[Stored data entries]

* * *

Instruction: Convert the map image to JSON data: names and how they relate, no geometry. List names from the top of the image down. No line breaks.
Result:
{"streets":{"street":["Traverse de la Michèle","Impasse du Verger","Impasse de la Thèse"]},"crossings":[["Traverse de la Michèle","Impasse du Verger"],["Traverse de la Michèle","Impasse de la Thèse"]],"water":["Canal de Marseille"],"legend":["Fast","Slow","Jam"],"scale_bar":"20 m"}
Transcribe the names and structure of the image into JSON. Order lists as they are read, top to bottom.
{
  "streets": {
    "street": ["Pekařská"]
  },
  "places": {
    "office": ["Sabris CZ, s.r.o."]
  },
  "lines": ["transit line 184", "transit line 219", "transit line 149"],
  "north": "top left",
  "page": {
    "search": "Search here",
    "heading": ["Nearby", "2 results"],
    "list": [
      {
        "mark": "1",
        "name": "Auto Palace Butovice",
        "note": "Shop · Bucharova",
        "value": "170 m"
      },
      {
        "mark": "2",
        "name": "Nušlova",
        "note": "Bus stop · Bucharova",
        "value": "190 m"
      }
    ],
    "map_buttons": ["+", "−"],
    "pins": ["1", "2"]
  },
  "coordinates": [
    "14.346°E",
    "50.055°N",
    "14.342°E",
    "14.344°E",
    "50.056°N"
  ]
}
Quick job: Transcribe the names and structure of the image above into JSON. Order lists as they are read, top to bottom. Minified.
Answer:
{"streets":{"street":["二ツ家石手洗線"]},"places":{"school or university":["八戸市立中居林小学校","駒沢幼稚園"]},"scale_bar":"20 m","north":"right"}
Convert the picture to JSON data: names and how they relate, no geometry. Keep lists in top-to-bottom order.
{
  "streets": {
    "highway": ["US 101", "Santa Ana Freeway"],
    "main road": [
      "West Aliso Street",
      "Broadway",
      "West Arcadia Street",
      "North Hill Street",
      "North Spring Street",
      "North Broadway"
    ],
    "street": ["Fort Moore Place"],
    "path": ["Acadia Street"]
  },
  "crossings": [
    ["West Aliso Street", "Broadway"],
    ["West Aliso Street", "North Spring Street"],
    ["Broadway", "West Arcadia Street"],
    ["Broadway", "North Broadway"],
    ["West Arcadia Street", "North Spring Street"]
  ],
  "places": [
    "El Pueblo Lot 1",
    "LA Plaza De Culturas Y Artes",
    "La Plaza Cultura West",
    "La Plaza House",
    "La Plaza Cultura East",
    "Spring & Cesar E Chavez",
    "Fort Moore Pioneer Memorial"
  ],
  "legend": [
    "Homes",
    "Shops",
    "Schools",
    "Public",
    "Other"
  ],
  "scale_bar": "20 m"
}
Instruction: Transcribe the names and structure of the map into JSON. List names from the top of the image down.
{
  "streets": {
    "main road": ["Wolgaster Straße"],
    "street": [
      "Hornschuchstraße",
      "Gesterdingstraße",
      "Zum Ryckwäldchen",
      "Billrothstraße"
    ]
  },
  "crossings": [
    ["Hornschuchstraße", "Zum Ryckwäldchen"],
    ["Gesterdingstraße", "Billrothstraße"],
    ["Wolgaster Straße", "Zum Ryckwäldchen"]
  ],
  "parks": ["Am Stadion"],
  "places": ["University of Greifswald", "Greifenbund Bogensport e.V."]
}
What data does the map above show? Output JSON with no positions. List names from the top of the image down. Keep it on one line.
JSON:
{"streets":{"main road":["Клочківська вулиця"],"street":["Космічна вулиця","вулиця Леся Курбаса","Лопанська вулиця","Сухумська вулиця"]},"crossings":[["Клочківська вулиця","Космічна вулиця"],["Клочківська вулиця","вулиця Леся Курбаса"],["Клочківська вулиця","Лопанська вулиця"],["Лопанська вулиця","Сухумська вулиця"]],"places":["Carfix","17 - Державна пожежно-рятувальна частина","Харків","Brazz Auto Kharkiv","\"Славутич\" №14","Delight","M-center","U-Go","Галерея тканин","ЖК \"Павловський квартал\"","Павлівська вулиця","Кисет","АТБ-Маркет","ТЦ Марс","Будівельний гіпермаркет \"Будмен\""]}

* * *

Within the records, filter for lines that contain the word "above" and show each one.

Quick job: Transcribe the names and structure of the image above into JSON. Order lists as they are read, top to bottom. Minified.
What data does the map above show? Output JSON with no positions. List names from the top of the image down. Keep it on one line.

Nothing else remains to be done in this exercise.